### WHAT YOU NEED TO DO
In the listing below, the answer starts at the line that has "ctx.lineWidth = width;" and stops after the line that has "ctx.lineWidth = 6;"; please repeat that part exactly and nothing more.
-- Opening Marker --
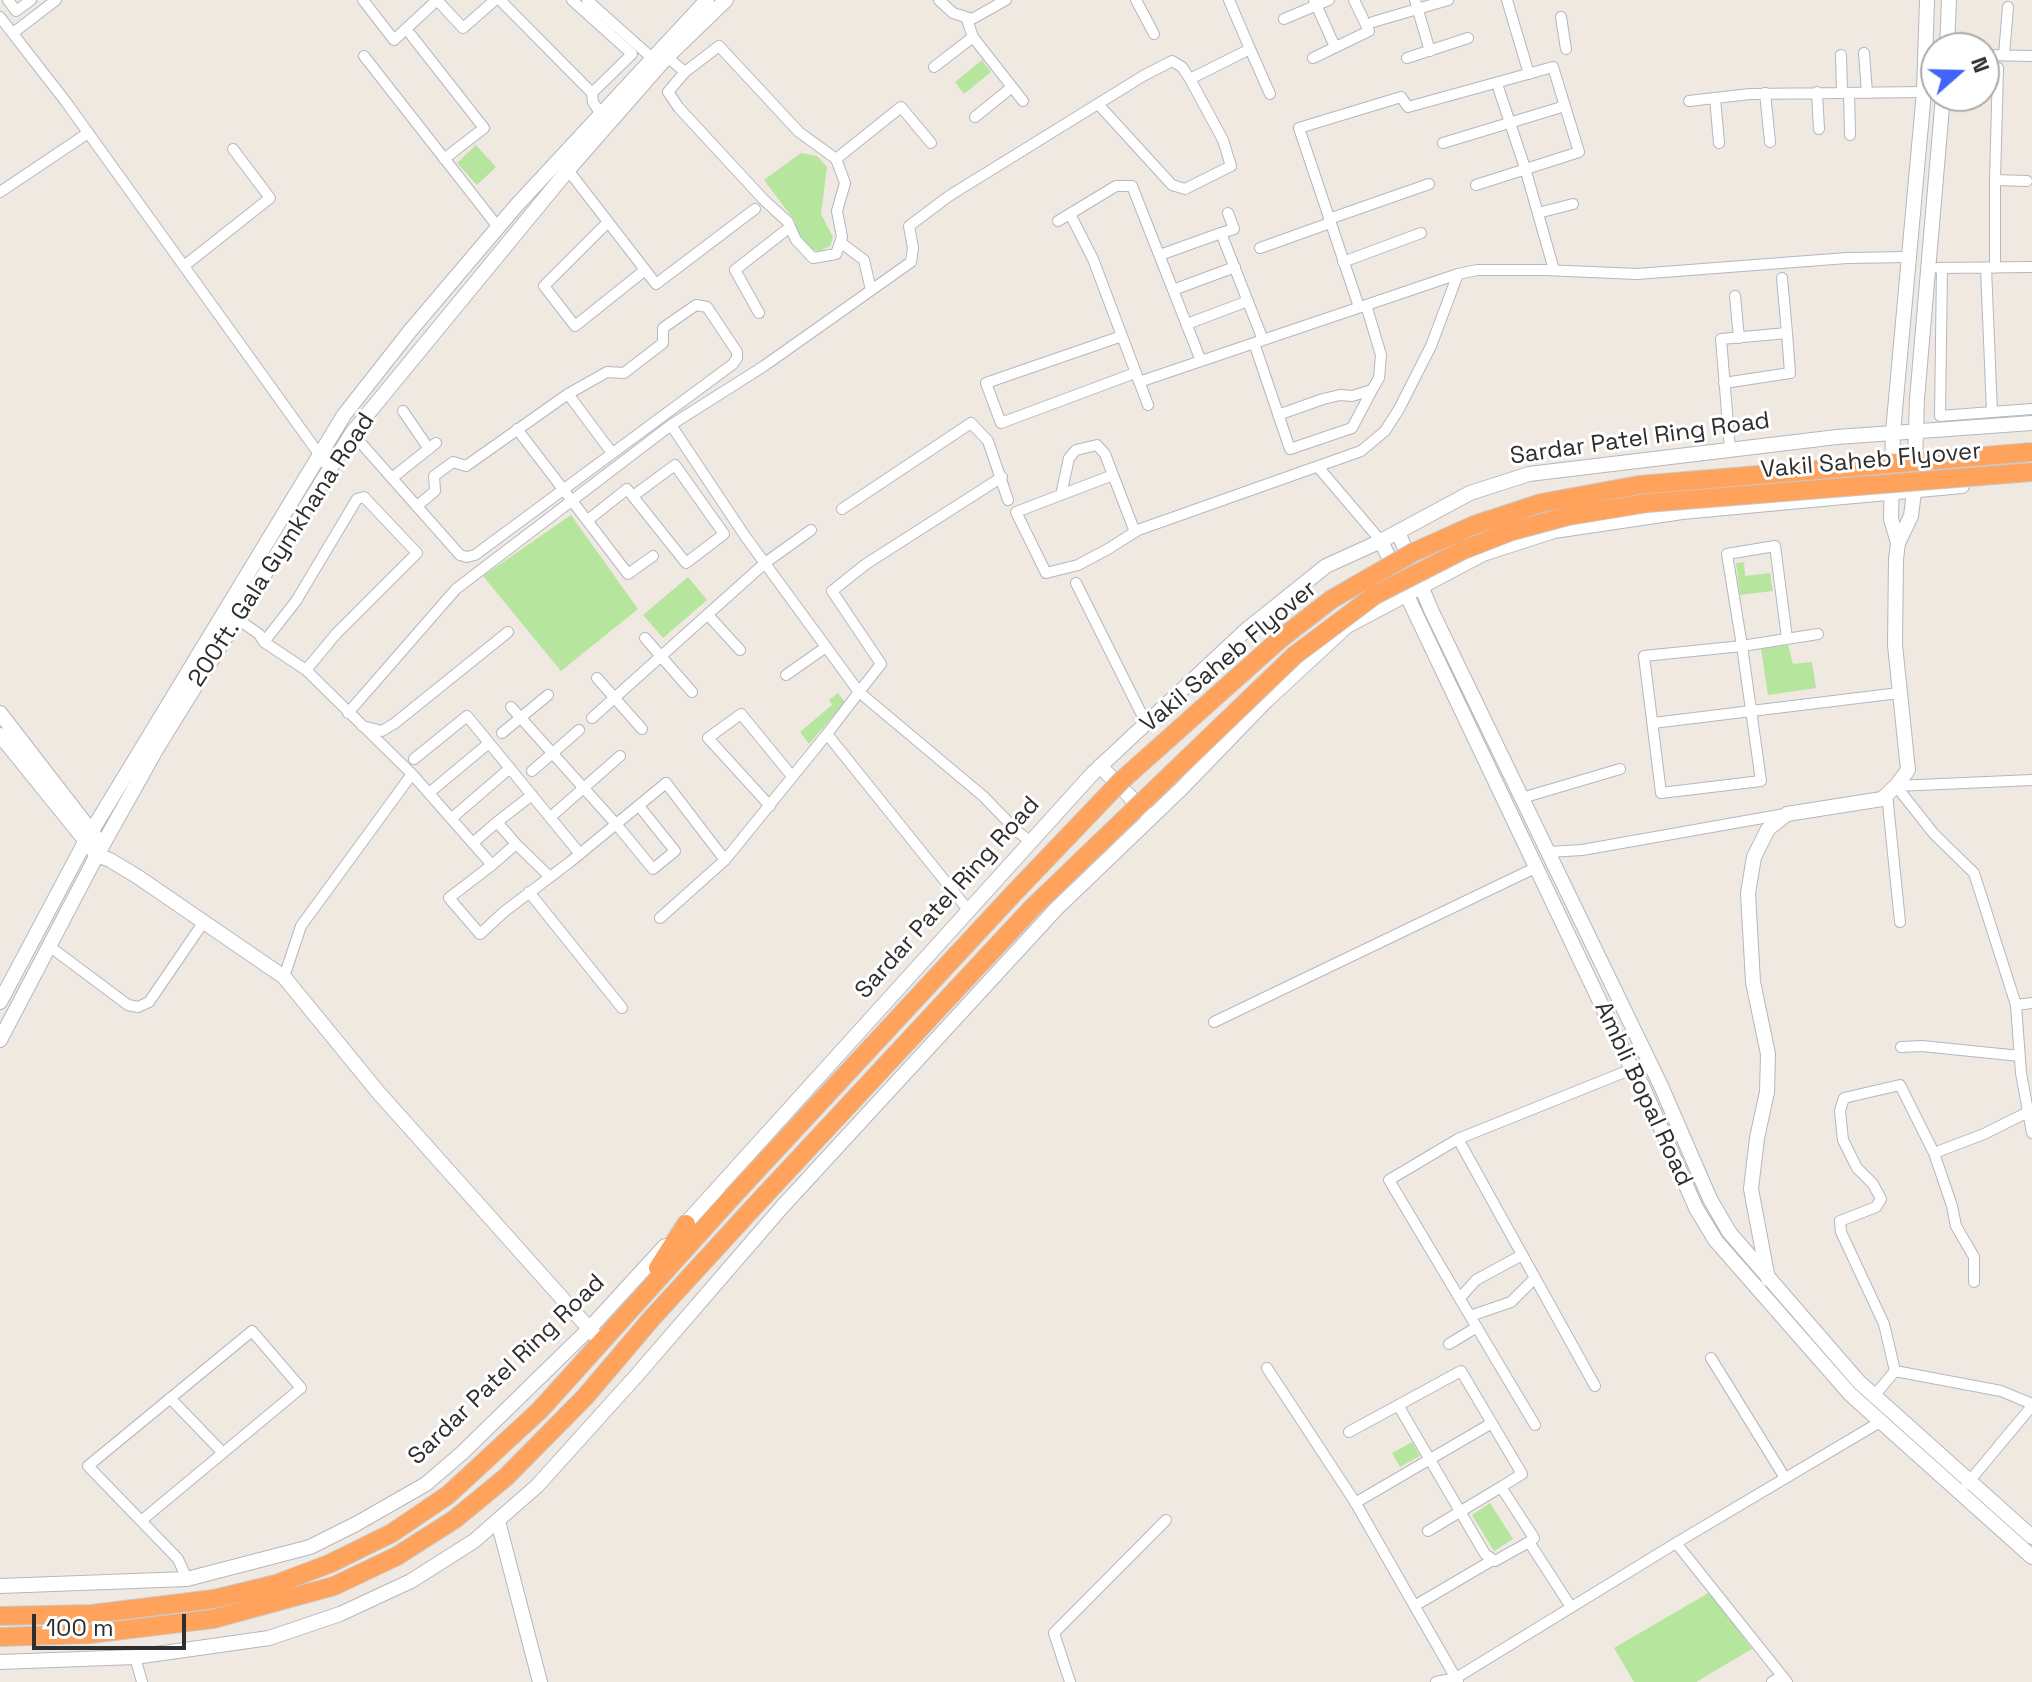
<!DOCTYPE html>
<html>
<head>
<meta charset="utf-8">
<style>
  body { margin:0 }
  #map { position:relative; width:2032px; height:1682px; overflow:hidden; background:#efe9e1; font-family:"Space Grotesk",sans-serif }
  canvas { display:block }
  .north { position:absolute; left:1920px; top:32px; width:80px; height:80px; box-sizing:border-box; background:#fff; border:2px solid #ababab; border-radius:50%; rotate:70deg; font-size:22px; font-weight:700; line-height:32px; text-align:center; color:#2e2e2e }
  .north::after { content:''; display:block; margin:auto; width:28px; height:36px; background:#4264fb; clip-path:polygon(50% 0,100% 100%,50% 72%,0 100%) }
  .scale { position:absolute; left:32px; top:1614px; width:154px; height:36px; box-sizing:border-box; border:4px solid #2e2e2e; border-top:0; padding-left:10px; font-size:24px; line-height:28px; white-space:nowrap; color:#2e2e2e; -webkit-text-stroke:6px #fff; paint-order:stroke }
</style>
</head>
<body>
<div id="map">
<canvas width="2032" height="1682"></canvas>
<div class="north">N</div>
<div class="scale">100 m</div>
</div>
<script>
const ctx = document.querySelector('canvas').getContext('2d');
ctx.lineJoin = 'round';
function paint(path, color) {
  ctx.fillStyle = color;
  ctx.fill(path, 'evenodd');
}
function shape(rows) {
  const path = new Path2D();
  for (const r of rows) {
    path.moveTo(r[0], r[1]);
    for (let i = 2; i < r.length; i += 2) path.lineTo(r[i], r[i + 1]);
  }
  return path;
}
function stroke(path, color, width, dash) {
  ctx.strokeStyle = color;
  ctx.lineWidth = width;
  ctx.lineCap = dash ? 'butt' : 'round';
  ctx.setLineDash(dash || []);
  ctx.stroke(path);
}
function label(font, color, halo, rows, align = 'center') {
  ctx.font = font + ' "Space Grotesk",sans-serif';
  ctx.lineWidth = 6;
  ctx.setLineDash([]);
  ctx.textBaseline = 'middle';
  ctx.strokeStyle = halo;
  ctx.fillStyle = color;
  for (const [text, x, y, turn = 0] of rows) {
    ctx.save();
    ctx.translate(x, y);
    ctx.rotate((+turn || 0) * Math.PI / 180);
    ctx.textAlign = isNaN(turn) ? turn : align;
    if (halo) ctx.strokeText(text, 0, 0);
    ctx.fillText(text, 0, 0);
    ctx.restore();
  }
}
paint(shape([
  [982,60,991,72,964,94,955,82],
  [476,145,496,167,477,185,457,163],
  [801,153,817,156,827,167,821,214,833,237,830,246,820,251,812,250,798,236,795,221,764,180],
  [571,515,638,609,561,671,483,576],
  [1744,562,1745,576,1770,573,1773,591,1740,595,1736,563],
  [688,577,707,600,663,638,643,615],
  [1788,645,1793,664,1812,662,1816,688,1768,695,1761,649],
  [838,693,845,702,809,744,800,732,832,705,829,700],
  [1412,1442,1420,1456,1400,1467,1392,1453],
  [1490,1503,1513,1539,1494,1551,1472,1515],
  [1710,1592,1752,1649,1696,1682,1634,1682,1614,1648]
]), '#b6e59e');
const street = shape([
  [8,0,16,11,31,0],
  [363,0,394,40,437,0,463,28,495,0],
  [500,0,592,93],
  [572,0,632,54,592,93,593,102,600,113],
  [587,0,652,58],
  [939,0,953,13,972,19,1006,0],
  [1136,0,1154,34],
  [1314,0,1335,47],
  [1415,0,1430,51],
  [1507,0,1529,74],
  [0,17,66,102,329,468],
  [966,17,973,37,1023,101],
  [1561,17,1566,49],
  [1284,19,1329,0],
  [1373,22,1448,0],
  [13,33,56,0],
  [411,35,484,128,444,159],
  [1250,49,1270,94],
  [1864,53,1867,93],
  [1841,55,1842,93],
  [1984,55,2032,56],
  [2004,55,2008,7],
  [364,56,498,227],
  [667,57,685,72,719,46,799,132,836,159,845,183,837,211,842,237,836,254,813,258,796,240,788,222,764,200,679,108,668,92,685,72],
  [1313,58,1369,31,1354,0],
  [1407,58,1468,38],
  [934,67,973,37],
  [1998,68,1995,180,2027,181],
  [1497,84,1525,168,1554,270],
  [1817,92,1819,129],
  [1765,93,1770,142],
  [1849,93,1850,135],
  [1689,101,1715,98],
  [1098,104,1172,185,1185,189,1231,166,1223,140,1190,79],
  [975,117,1012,87],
  [1443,143,1565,106],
  [1719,143,1715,98,1750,94,1924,92],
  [836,159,901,107,931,143],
  [568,170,656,284,755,209],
  [0,192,88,133],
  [1228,213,1234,229,1221,233,1263,340],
  [1538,213,1573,204],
  [1070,214,1093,259,1148,405],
  [1329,219,1429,184],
  [1058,221,1116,186,1132,186,1201,361],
  [608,222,544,286,575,326,645,270],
  [840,242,864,260,871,290],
  [1260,248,1330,223],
  [1160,255,1221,233],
  [1343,262,1421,233],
  [184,266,270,198,233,149],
  [1938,268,2032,267],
  [1942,268,1940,416,2032,409],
  [1986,268,1992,412],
  [1995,268,1995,180],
  [1173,290,1235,267],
  [1735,296,1739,338],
  [1359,307,1299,128,1401,97,1408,107,1553,67,1579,152,1476,185],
  [759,313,735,270,790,227],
  [1187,324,1248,301],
  [1122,336,986,383,996,410,1001,423,1135,373],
  [1254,343,1290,449,1352,428,1372,390],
  [1139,382,1458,274],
  [1724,383,1790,373,1787,333],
  [568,394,612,453],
  [403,411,429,449],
  [1278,415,1323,399,1340,395,1352,396,1372,390,1379,378,1381,355,1366,305],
  [671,425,745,536,859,692,827,734,969,911],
  [517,429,628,574,653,556],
  [352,433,460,555,467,557,475,555,733,364,737,358,737,352,707,307,696,305,663,328,663,343,624,373,607,372,568,394,466,466,453,462,434,476,435,491,417,506],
  [1730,449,1721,339,1787,333,1782,278],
  [1318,467,1381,541],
  [1002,477,866,564,832,591,881,664,859,692,983,796,1018,832,1031,842],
  [392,478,436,443],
  [1061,495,1069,458,1076,450,1097,445,1105,454,1113,475],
  [842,509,971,423,988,441,1008,500],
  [588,520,627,489,686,563,724,534,675,465,633,496],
  [1135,532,1113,475,1016,512,1046,573,1078,565,1108,549,1135,532,1138,530,1361,451,1385,431,1399,409,1431,346,1458,274,1477,270,1544,270,1637,274,1847,258,1908,257],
  [1076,583,1146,723],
  [708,615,740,650],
  [236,618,259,634,264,642,306,670,412,774,492,865,516,844,549,876],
  [645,638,692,692],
  [1787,638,1775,546,1727,554,1742,646,1761,781,1661,793,1644,656,1742,646,1818,634],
  [264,642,296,601,357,499,364,497,417,553,336,634,306,670],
  [786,675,826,647],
  [597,678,642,729],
  [511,707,616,824,653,869,675,851,639,806],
  [348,713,456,589,671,425,764,366,911,262,913,248,909,226,949,196,1143,76,1172,61,1182,67,1190,79,1250,49,1229,0],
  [592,718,765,563,811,530],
  [1653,723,1899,693],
  [362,726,382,731,395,723,508,632],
  [502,733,548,695],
  [414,759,467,716,580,854],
  [532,771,579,730],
  [1896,786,1934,834,1974,873,2016,1005,2021,1073,2032,1133],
  [1896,786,2032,780],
  [429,793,489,743],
  [1887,794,1900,922],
  [1522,798,1620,769],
  [770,806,708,738,741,714,791,775],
  [554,814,620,756],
  [452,818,510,768],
  [497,822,532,795],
  [474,842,497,822,516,844],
  [1548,852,1582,850,1785,814],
  [492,865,449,898,480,934,505,911,570,862,666,783,725,860],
  [529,892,622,1008],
  [660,918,725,860,827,734],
  [49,946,128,1005,138,1007,149,1002,203,923],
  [284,977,301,926,412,774],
  [2016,1005,2032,1003],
  [1214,1022,1537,867],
  [1901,1047,1922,1046,2020,1056],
  [1458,1139,1595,1386],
  [1934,1153,1984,1134,2028,1112],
  [1460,1298,1476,1280,1522,1255],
  [1470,1316,1511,1302,1535,1278],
  [1449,1344,1477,1327],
  [1711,1358,1785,1478],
  [1267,1368,1355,1502,1458,1682],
  [1895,1371,2001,1391,2032,1404],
  [1874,1396,1895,1371,1884,1324,1841,1232,1840,1221,1876,1207,1881,1199,1873,1184,1857,1168,1843,1140,1840,1111,1844,1098,1900,1085,1934,1153,1952,1206,1956,1226,1974,1257,1974,1282],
  [170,1398,223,1453],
  [1398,1405,1485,1554,1495,1561,1529,1542,1571,1607],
  [1535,1425,1389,1180,1458,1139,1632,1069],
  [1349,1432,1461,1371,1522,1474,1501,1487],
  [1967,1484,2032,1406],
  [1355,1503,1492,1423],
  [141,1521,301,1388,252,1331,88,1466,178,1559,187,1579],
  [1428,1531,1501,1487,1534,1538,1529,1542],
  [1676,1543,1787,1682],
  [1416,1605,1491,1561],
  [135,1657,142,1682],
  [1070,1682,1054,1633,1166,1520],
  [1436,1682,1456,1678,1676,1543,1880,1422],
  [1772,1682,1782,1676]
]);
const secondary = shape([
  [1947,48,1949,0],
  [1398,532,1432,612,1661,1086,1710,1199,1729,1232,1859,1382,2032,1537],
  [1381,541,1632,1069,1642,1085,1696,1208,1716,1241,1850,1394,2032,1557],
  [1898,543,1891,519,1893,432,1924,92,1927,0],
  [0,713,95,836],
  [0,735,97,855,110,860,138,877,284,977,378,1092,594,1334],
  [1100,766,1145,812],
  [0,1002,85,842,344,415,410,331,516,206,707,0],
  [0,1040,97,855,157,748,352,433,568,170,667,57,726,0],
  [679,1231,1093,773,1245,631,1326,566,1381,541,1470,493,1529,474,1837,437,2032,423],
  [1768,1279,1751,1189,1757,1138,1767,1092,1768,1054,1753,982,1748,893,1754,857,1768,829,1787,814,1882,799,1896,786,1908,770,1895,645,1896,559,1898,543,1911,516,1914,492,1917,399,1943,96],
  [498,1521,540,1682],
  [0,1586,187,1579,310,1547,356,1524,426,1484,462,1453,589,1329,665,1246],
  [0,1662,135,1657,269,1638,340,1614,411,1581,474,1541,537,1486,637,1375,782,1207,1056,909,1182,788,1266,701,1347,626,1483,554,1554,531,1682,512,1962,486]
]);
const highway = shape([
  [658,1268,686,1224],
  [0,1616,92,1614,214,1599,276,1584,329,1564,392,1533,448,1495,540,1410,732,1197],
  [0,1637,90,1634,213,1619,334,1586,397,1556,455,1519,506,1477,585,1397,652,1318,750,1211]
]);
stroke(street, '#b4b7c1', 12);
stroke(secondary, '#b4b7c1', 16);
stroke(highway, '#c9c9c9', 20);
stroke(street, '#fff', 10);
stroke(secondary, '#fff', 14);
stroke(highway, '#ffa35c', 18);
const highwayBridge = shape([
  [732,1197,1014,893,1121,781,1279,640,1332,599,1414,552,1474,525,1541,503,1639,485,2032,452],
  [750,1211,1032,908,1295,655,1375,595,1463,550,1512,531,1568,516,1647,503,2032,472]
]);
stroke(highwayBridge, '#c9c9c9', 20, []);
stroke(highwayBridge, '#ffa35c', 18);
label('24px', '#2e2e2e', '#fff', [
  ["Sardar Patel Ring Road",1640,439,-8],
  ["Vakil Saheb Flyover",1871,461,-5],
  ["200ft. Gala Gymkhana Road",282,550,-57],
  ["Vakil Saheb Flyover",1229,657,-40],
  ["Sardar Patel Ring Road",948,898,-48],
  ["Ambli Bopal Road",1643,1094,65],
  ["Sardar Patel Ring Road",507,1370,-44]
]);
</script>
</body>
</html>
-- Closing Marker --
### REPLY TO THE EXERCISE
  ctx.lineWidth = width;
  ctx.lineCap = dash ? 'butt' : 'round';
  ctx.setLineDash(dash || []);
  ctx.stroke(path);
}
function label(font, color, halo, rows, align = 'center') {
  ctx.font = font + ' "Space Grotesk",sans-serif';
  ctx.lineWidth = 6;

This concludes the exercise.